### TASK DETAILS
Among the lines below, copy exactly those from the one with "position:absolute; left:24px; top:24px;" through the one with "position:absolute; left:24px; top:624px;", counting both ends.

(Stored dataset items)
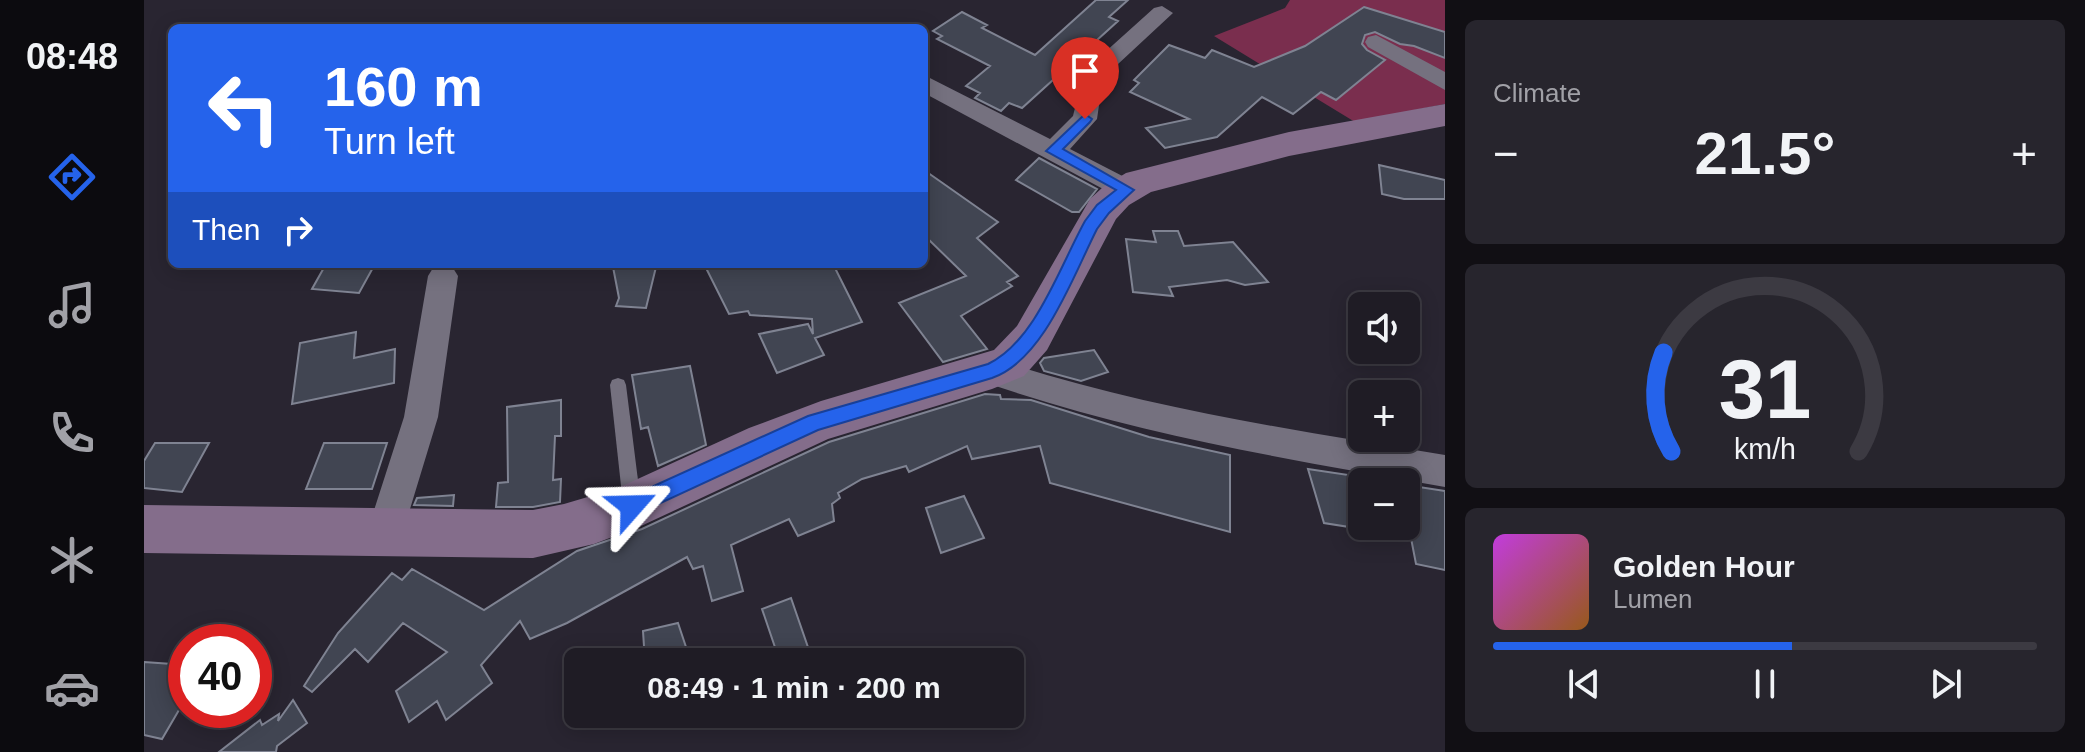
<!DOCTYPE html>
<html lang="en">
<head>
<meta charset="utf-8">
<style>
	:root { --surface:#1f1c25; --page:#27252d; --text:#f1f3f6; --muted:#a1a1a7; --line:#3c3a42; --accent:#2563eb }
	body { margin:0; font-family:Arial,sans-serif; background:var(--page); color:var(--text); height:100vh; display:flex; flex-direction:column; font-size:30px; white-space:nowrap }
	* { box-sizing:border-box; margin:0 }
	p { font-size:26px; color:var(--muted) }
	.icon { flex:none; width:44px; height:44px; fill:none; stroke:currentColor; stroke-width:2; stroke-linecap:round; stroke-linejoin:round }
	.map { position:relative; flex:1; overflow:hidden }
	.sheet { display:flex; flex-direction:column; gap:20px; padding:20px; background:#110f14; width:640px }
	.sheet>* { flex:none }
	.hud { position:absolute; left:24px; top:24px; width:760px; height:244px; border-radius:12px; box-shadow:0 4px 20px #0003,0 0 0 2px var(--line); background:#2563eb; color:#fff; overflow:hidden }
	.tools { position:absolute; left:1204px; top:292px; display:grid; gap:16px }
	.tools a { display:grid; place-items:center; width:72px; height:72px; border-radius:12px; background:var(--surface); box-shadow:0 4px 20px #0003,0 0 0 2px var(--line); font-size:40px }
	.speed { position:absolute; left:24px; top:624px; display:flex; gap:16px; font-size:40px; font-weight:700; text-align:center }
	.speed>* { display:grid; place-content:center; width:104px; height:104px; border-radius:50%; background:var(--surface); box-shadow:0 4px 20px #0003,0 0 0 2px var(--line); line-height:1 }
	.speed .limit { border:12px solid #d22; background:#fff; color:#111 }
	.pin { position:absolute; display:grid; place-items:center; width:68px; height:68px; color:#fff; margin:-82px -34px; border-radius:50% 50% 50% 0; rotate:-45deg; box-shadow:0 0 8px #0007 }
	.pin .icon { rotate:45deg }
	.me { position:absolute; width:88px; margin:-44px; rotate:65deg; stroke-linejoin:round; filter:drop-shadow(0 0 6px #0008) }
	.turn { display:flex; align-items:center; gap:28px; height:168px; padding:0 24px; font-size:36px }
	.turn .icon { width:104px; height:104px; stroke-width:2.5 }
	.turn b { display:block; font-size:56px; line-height:68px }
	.then { display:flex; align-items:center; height:76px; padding:0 24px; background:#0003; gap:16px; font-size:30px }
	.big { font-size:60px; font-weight:600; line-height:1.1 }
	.sheet .card { flex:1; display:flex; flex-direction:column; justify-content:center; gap:12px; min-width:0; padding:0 28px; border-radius:12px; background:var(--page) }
	.sheet .dial { align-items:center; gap:0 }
	.dial svg { height:208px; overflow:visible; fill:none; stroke:var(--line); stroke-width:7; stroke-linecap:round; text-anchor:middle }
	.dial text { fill:var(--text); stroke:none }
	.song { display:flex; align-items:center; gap:24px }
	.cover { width:96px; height:96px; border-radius:12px; background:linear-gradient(135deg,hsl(290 70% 55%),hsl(30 70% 35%)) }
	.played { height:8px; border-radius:4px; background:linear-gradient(90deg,var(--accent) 55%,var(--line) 55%) }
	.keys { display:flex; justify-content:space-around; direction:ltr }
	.heat { display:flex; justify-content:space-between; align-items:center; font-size:44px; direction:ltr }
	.trip { position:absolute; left:420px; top:648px; width:460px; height:80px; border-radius:12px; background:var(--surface); box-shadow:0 4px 20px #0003,0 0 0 2px var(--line); font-weight:600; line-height:80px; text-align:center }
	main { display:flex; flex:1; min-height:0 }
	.tabs { display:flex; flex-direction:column; width:144px; justify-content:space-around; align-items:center; background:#0c0b0f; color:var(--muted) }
	.tabs .icon { width:56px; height:56px }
	.tabs .selected { color:var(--accent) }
	.tabs b { font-size:36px; color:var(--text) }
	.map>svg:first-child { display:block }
</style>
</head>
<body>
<main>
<nav class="tabs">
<b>08:48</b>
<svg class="icon selected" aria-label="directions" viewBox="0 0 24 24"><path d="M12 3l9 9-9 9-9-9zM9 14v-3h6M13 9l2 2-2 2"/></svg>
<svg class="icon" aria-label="music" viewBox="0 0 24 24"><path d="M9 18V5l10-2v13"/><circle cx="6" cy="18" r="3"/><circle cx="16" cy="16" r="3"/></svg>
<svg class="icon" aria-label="phone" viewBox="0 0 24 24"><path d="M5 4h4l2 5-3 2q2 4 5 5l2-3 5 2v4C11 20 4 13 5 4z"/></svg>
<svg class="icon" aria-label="climate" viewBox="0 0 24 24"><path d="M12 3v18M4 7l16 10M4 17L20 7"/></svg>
<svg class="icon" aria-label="car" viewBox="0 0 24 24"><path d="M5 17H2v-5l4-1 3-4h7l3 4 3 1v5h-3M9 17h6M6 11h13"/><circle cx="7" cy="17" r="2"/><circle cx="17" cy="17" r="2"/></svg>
</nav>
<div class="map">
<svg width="1301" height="752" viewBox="0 0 1301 752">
	<rect width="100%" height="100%" fill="#292531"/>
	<path fill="#7a2e4e" d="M1146,0H1301V104L1211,122L1070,36L1141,8Z"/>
	<path fill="#414552" stroke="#7f8392" stroke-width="2" d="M952,0H984L965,17L974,21L878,108L865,103L857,111L831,98L836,93L822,86L846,66L793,39L798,36L789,31L818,12L843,25L838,28L891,55Z
		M1220,7L1301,32V58L1270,46L1256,44L1231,32L1221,35L1218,44L1223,50L1241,60L1192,100L1177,92L1149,114L1118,97L1073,137L1021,148L1002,128L1045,119L986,92L995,83L990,80L1025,45L1061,58L1068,50L1110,67L1161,46Z
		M895,158L953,189L935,212H928L872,180Z
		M1235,165L1301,180V199H1260L1238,194Z
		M780,170L854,222L833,238L874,276L863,282L868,286L817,316L843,349L799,362L755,303L822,276L780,235Z
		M1009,231H1034L1040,246L1089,242L1124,282L1101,285L1083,280L1025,287L1029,296L989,292L982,239L1012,242Z
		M182,264H231L215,293L168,289Z
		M560,264H689L718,322L671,338L680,355L633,373L615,334L664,324L669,334L668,319L606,315L604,311L585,314Z
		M477,265L512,267L502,308L472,306L475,298L469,267H477Z
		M212,332L210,358L251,349L250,383L148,404L156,343Z
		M950,350L964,372L937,381L900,371L896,363L900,358Z
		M546,366L562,445L514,466L504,427L497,429L488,375Z
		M841,394L856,395L857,399L887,400L1005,437L1086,455V532L906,483L896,446L828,459L823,446L765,472L762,466L718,479L694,493L696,498L688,504L690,521L654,536L645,519L587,545L599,591L568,601L559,566L549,569L543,557L423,623L386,639L376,621L337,665L348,683L302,720L293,701L265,722L252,691L303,652L259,623L224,662L211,649L168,692L160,686L194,633L248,573L258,580L268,569L340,610L433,551L498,529L685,442Z
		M417,400V436H411L409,480L417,479L416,502L389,507H352L354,483L364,482L363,407Z
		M11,443H65L38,492L0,488V461Z
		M180,443H243L228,489H162Z
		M1164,469L1218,477V529L1180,523Z
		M1262,485L1301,491V570L1272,564L1267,538L1262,537Z
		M310,495L309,506L270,505L273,498Z
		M820,496L840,538L797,553L782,508Z
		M647,598L667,656L650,662H636L618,609Z
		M534,623L547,662H501L499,631Z
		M0,662L42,665V698L18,739L0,735Z
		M149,700L163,723L133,746L132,752H75L116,720L118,725L135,714L134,721Z"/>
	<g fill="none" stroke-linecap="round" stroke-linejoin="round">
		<path fill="#75717f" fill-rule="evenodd" d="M474,378L480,380L482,385L497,504L494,510L488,512L482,510L479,504L466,385L468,380Z"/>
		<path fill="#75717f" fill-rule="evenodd" d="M1018,6L1029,13L959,78L953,119L926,149L992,183L996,190L992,197L983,200L974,197L780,93V75L906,139L929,116L940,71L1010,8Z
			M1232,35L1301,72V90L1224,47L1221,42L1224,37Z
			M299,265L309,268L314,276L294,417L259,532L254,544L241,550L228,544L223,532L260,417L284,276L289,268Z
			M848,358C996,407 1148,430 1301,455V487C1142,459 989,434 837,381L832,371L837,361Z"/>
		<path fill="#846d8b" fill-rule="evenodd" d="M1301,104V126L1145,156L1007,192L985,205L972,219L903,350L880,376L848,389L684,439L497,526L450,544L389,558L0,553V505L389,510L420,504L474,488L605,428L677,401L850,350L873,326L946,199L959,187L982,173L1145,132Z"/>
	</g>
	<path fill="#2563eb" stroke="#184099" stroke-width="2" d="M941,114L948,119L946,122L919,149L990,190L965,213L953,229C929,276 900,360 848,378L674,430L495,513L488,515L481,513L478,506L481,499L664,416L844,364C891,342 916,266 941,221L953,205L972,190L902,151Z"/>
</svg>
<div class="tools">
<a><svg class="icon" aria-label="sound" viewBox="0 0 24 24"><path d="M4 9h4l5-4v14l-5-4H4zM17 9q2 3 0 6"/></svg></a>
<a>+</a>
<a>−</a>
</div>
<div class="speed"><div class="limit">40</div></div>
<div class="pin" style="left:941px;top:119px;background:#d93025"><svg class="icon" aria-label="arrive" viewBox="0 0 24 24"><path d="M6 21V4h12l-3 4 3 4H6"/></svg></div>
<svg class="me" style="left:488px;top:506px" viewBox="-20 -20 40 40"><path d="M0-17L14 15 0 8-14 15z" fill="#2563eb" stroke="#fff" stroke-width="4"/></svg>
<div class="trip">08:49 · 1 min · 200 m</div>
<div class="hud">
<div class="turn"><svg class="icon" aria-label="left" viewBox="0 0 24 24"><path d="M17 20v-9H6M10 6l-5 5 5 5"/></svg><div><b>160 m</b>Turn left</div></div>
<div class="then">Then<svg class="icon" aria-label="right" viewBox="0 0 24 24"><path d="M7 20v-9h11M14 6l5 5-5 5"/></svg></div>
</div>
</div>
<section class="sheet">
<div class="card"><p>Climate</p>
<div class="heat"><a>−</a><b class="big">21.5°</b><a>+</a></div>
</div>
<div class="card dial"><svg viewBox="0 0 100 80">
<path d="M14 69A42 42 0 1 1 86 69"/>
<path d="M14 69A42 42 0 0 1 11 31" stroke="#2563eb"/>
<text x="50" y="56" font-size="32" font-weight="700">31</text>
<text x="50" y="72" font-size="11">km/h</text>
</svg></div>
<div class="card">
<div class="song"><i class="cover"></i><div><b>Golden Hour</b><p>Lumen</p></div></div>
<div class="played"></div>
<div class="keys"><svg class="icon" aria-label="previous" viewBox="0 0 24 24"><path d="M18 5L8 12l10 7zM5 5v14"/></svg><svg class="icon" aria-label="pause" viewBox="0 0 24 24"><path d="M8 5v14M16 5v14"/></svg><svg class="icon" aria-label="next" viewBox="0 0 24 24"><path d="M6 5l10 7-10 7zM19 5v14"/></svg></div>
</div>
</section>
</main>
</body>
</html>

### RESULT FOR THIS TASK
	.hud { position:absolute; left:24px; top:24px; width:760px; height:244px; border-radius:12px; box-shadow:0 4px 20px #0003,0 0 0 2px var(--line); background:#2563eb; color:#fff; overflow:hidden }
	.tools { position:absolute; left:1204px; top:292px; display:grid; gap:16px }
	.tools a { display:grid; place-items:center; width:72px; height:72px; border-radius:12px; background:var(--surface); box-shadow:0 4px 20px #0003,0 0 0 2px var(--line); font-size:40px }
	.speed { position:absolute; left:24px; top:624px; display:flex; gap:16px; font-size:40px; font-weight:700; text-align:center }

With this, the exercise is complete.